- [TASK STATEMENT]
Select from the data all lines with the word "places".
# # # # # # #
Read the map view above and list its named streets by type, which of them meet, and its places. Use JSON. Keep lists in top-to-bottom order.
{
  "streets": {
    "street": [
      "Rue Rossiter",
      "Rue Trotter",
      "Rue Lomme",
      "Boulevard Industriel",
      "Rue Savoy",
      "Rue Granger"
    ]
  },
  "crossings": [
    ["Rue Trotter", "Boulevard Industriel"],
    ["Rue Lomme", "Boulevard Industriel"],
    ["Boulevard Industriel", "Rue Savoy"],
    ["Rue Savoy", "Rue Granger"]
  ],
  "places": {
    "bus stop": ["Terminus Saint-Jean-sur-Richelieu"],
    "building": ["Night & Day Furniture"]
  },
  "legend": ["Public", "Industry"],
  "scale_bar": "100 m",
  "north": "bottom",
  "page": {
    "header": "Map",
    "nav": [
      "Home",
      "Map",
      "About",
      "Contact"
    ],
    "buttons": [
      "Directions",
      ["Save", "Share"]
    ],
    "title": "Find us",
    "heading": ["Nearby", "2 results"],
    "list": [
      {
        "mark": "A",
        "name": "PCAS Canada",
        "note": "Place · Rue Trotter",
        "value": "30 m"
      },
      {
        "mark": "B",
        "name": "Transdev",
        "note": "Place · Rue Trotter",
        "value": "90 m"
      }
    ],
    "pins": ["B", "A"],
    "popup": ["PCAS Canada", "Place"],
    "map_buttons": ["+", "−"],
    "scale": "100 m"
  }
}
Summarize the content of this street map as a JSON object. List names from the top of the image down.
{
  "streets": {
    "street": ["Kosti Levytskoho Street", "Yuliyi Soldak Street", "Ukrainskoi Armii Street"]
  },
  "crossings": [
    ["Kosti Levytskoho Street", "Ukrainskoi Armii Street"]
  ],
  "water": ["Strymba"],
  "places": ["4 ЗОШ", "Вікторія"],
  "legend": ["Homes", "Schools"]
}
# # # # # # #
- [WRITTEN ANSWER]
Read the map view above and list its named streets by type, which of them meet, and its places. Use JSON. Keep lists in top-to-bottom order.
  "places": {
  "places": ["4 ЗОШ", "Вікторія"],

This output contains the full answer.